DATA SUPPLIED section start
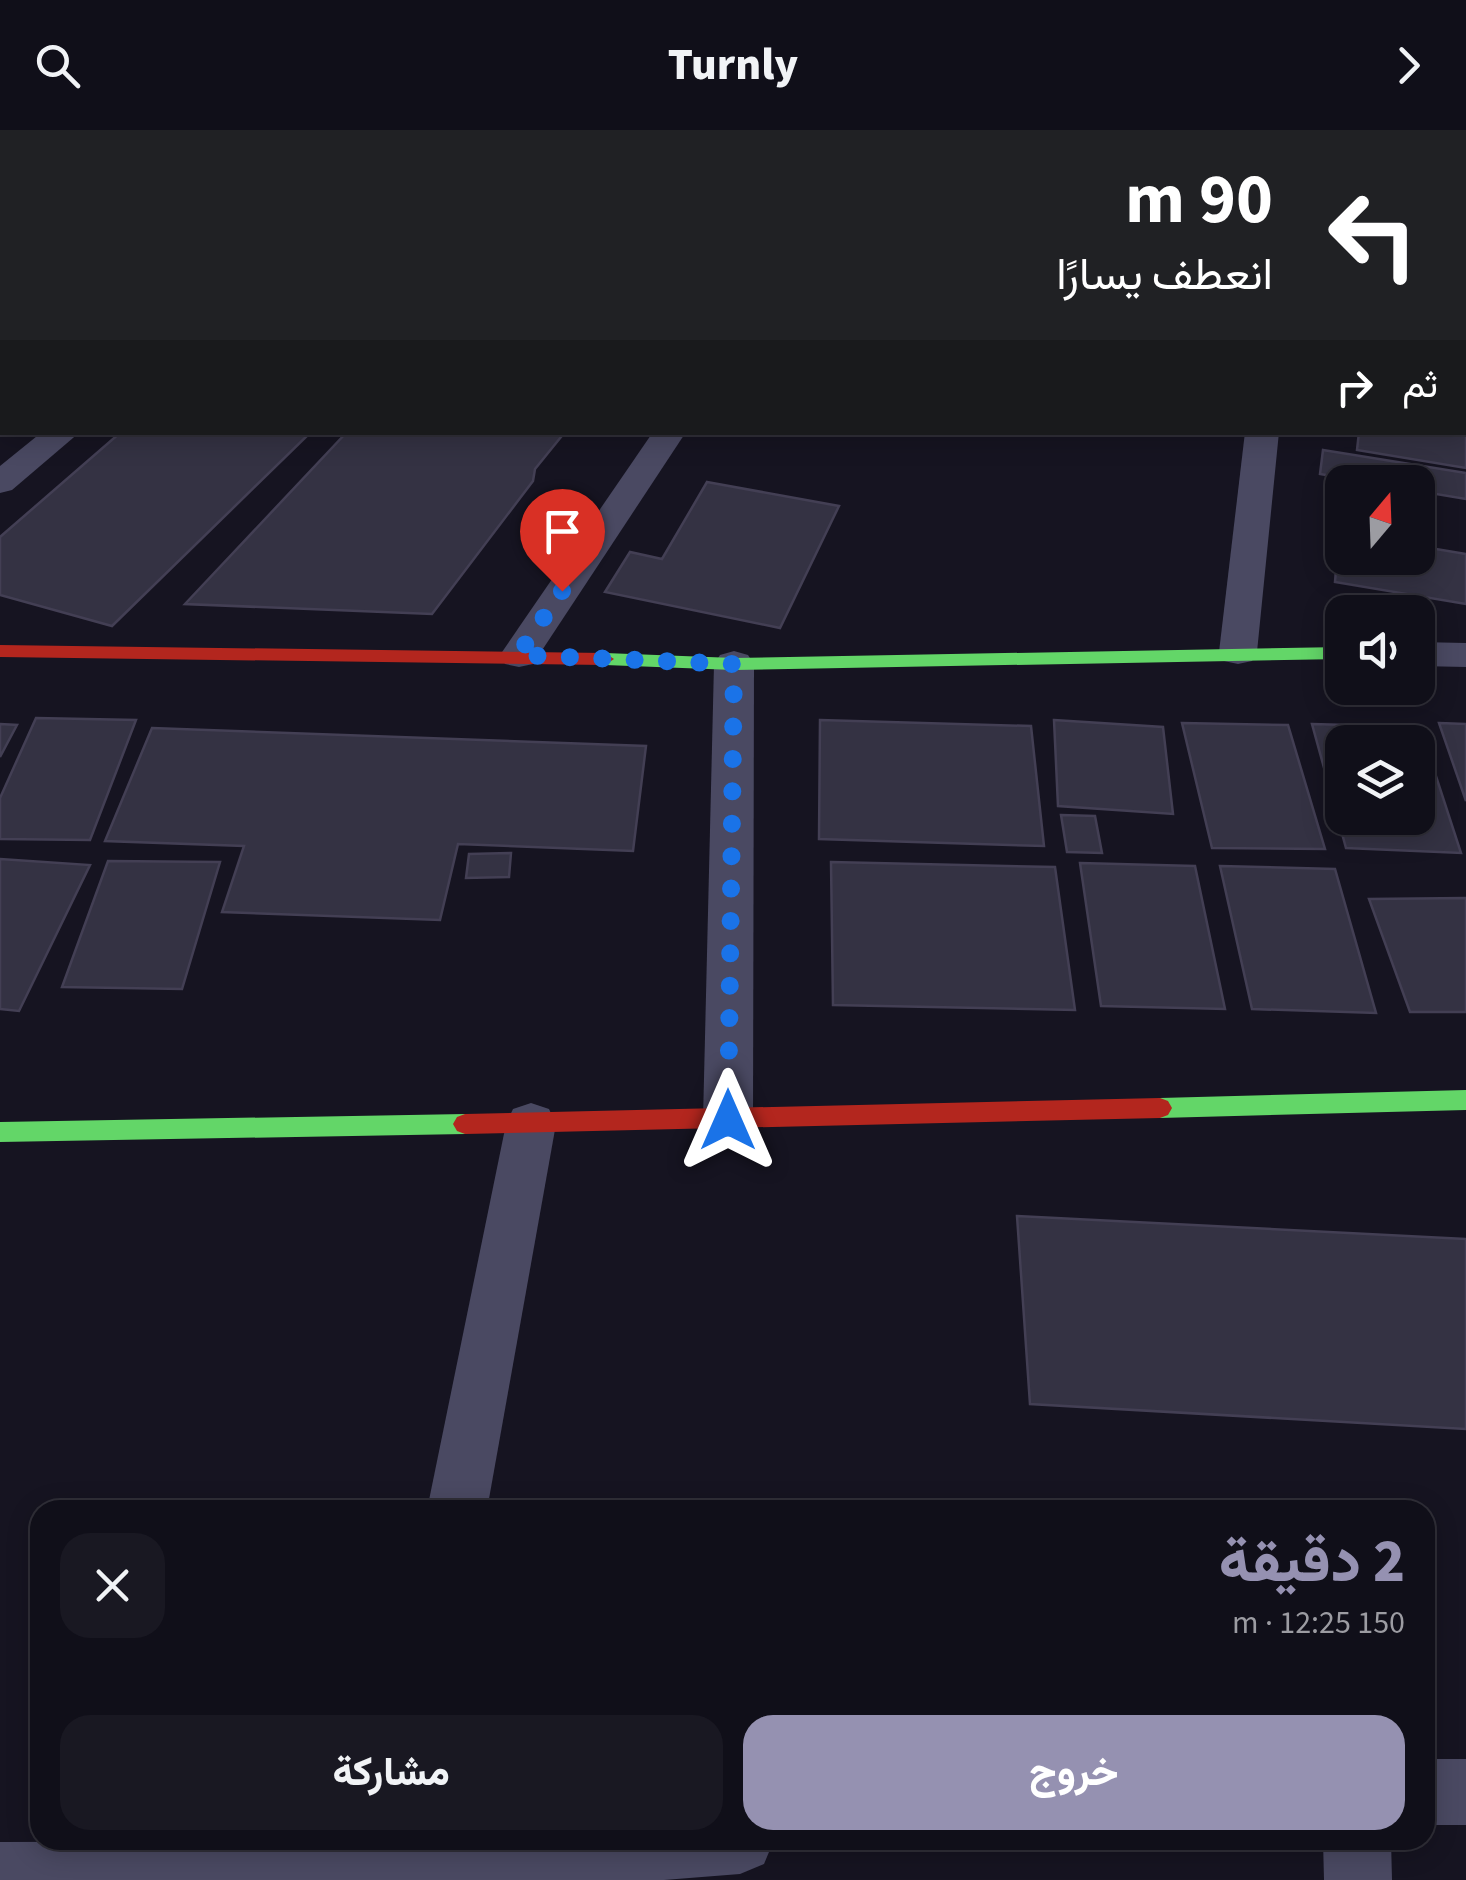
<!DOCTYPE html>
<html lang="ar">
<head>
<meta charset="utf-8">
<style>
	:root { --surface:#100f19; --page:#191822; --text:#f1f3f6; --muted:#9c9ca2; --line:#302f38; --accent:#9591b1 }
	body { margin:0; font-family:"Source Sans 3",Vazirmatn,sans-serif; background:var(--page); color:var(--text); direction:rtl; height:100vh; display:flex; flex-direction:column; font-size:38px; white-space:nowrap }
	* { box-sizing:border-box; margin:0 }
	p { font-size:32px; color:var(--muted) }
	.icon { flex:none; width:55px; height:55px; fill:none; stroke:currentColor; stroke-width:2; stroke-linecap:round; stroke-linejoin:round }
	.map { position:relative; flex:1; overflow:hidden; direction:ltr }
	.panel { position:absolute; left:30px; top:1370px; width:1405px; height:350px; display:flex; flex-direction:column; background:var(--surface); border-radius:30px; box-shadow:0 5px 25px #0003,0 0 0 2px var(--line); direction:rtl }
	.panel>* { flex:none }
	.top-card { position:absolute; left:0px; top:0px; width:1468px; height:305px; box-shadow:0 5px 25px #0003,0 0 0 2px var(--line); direction:rtl; background:#202124; color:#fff; overflow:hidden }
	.needle { width:65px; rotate:19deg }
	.fabs { position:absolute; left:1325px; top:335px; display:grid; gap:20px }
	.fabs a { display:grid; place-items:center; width:110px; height:110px; border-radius:20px; background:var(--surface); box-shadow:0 5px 25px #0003,0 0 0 2px var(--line); font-size:50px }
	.pin { position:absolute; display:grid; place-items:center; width:85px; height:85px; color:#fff; margin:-102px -42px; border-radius:50% 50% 50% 0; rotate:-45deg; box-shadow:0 0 10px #0007 }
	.pin .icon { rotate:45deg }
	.me { position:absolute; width:110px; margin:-55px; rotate:0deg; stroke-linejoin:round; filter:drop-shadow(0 0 8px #0008) }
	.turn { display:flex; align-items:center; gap:35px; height:210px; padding:0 30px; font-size:45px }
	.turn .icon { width:130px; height:130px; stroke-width:2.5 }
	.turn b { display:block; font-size:70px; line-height:85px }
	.then { display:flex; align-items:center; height:95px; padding:0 30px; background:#0003; gap:20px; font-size:38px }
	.round { display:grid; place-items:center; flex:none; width:105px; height:105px; border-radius:30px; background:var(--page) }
	.summary { display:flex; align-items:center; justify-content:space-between; height:170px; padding:0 30px }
	h1 { font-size:60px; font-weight:800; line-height:75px; color:var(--accent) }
	.cta { display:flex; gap:20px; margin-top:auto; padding:20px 30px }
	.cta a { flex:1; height:115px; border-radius:30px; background:var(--accent); color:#fff; font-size:40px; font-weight:800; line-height:115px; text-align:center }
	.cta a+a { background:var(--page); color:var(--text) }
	header { display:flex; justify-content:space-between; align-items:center; height:130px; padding:0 30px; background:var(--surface); font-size:45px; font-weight:800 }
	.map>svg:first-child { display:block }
	.building { fill:#343243; stroke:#433f54; stroke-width:2.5; fill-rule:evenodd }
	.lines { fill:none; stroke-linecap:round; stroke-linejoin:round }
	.street { fill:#4a4962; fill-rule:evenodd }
	.fast { fill:#63d668; fill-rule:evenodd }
	.jam { fill:#b3261e; fill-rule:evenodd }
	.route { stroke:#1a73e8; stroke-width:18; stroke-dasharray:0 32.4 }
</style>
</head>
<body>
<header><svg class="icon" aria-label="forward" viewBox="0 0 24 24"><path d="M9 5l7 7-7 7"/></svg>Turnly<svg class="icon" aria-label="search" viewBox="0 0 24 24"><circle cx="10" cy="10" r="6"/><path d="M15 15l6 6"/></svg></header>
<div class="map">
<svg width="1466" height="1750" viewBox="0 0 1466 1750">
	<rect width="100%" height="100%" fill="#161421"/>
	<g class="building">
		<polygon points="528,0 648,0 645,2"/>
		<polygon points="1466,291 1466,338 1357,320 1359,302 1465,302"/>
		<polygon points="121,302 311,302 112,496 0,465 0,407"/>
		<polygon points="347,302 565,302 535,339 533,351 432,484 185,474"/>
		<polygon points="1323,320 1466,343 1466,369 1418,361 1418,352 1367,352 1320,344"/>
		<polygon points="707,352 839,376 780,498 605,462 630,422 662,429"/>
		<polygon points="1339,404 1342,404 1342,428 1418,428 1418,416 1466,424 1466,474 1335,452"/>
		<polygon points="36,588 136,590 90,710 0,709 0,668"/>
		<polygon points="820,590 1031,596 1044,716 819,709"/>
		<polygon points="1054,590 1163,597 1173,684 1058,676"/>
		<polygon points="1182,593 1288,595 1325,719 1212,718"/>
		<polygon points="1439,593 1466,594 1466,671"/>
		<polygon points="0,594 17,595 0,627"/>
		<path d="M1312,594L1420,597L1461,723L1346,718ZM1342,612H1418V688H1342Z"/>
		<polygon points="152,598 646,616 633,721 458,714 440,790 222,782 244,716 105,711"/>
		<polygon points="1061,685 1095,686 1102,723 1067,722"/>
		<polygon points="511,723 509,747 466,748 469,724"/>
		<polygon points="0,729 90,735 19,881 0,879"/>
		<polygon points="108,731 220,732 182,859 62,857"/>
		<polygon points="831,732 1055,737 1075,880 833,875"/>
		<polygon points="1080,733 1195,736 1225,879 1101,876"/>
		<polygon points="1220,736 1335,739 1376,883 1252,879"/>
		<polygon points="1466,768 1466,882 1410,882 1369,769"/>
		<polygon points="1017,1086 1466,1109 1466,1299 1030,1274"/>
	</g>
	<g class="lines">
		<g class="street">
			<polygon points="1157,0 1202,0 1203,2 1159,2"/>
			<polygon points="42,302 80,302 12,360 0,363 0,336"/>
			<polygon points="653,302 686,302 533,534 519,537 505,534 500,525"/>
			<polygon points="1245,302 1279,302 1257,522 1252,531 1238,534 1224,531 1219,522"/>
			<polygon points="1418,512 1466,513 1466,537 1418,536"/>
			<polygon points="734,521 748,525 754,534 753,990 746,1005 728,1011 710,1005 703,990 714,534 720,525"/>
			<polygon points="531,973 549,979 556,994 487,1380 427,1380 506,994 513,979"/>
			<rect x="1425" y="1629" width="41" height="66"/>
			<polygon points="774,1710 764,1734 740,1744 664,1750 0,1750 0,1712"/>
			<polygon points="1323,1710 1391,1710 1392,1750 1324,1750"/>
		</g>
		<g class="fast">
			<polygon points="1342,517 1342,529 734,540 605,535 596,529 605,523 734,528"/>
			<polygon points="1466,960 1466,980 1160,988 1152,985 1148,978 1152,971 1160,968"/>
			<polygon points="465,984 473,987 477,994 473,1001 465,1004 0,1012 0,992"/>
		</g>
		<g class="jam">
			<polygon points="0,515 605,523 614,529 605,535 0,527"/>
			<polygon points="1160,968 1168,971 1172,978 1168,985 1160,988 465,1004 457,1001 453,994 457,987 465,984"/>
		</g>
	</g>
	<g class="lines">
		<polyline class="route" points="562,461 518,525 734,534 728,990"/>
	</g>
</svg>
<div class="fabs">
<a><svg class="needle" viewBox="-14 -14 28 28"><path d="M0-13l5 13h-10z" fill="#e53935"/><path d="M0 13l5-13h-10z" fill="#9c9ca2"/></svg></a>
<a><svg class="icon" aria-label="sound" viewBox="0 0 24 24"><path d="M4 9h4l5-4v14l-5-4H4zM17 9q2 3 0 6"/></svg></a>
<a><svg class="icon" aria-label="layers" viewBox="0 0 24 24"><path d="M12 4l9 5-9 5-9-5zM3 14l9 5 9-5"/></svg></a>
</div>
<div class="pin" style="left:562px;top:461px;background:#d93025"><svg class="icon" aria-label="arrive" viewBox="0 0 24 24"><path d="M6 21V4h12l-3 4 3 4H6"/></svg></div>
<svg class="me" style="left:728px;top:990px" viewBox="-20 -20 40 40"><path d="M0-17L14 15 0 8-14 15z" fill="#1a73e8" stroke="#fff" stroke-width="4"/></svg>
<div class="top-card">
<div class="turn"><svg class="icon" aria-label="left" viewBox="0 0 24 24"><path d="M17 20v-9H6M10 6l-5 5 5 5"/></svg><div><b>90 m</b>انعطف يسارًا</div></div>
<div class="then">ثم<svg class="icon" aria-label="right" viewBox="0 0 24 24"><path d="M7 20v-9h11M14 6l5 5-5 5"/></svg></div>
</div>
<section class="panel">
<div class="summary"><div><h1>2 دقيقة</h1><p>150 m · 12:25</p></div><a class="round"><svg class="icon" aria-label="close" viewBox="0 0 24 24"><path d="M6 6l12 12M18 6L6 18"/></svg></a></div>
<div class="cta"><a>خروج</a><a>مشاركة</a></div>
</section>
</div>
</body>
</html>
DATA SUPPLIED section end
ACTION ITEM: Only the number is wanted: how many lines above include the word "hidden"?

REPLY TO THE EXERCISE: 2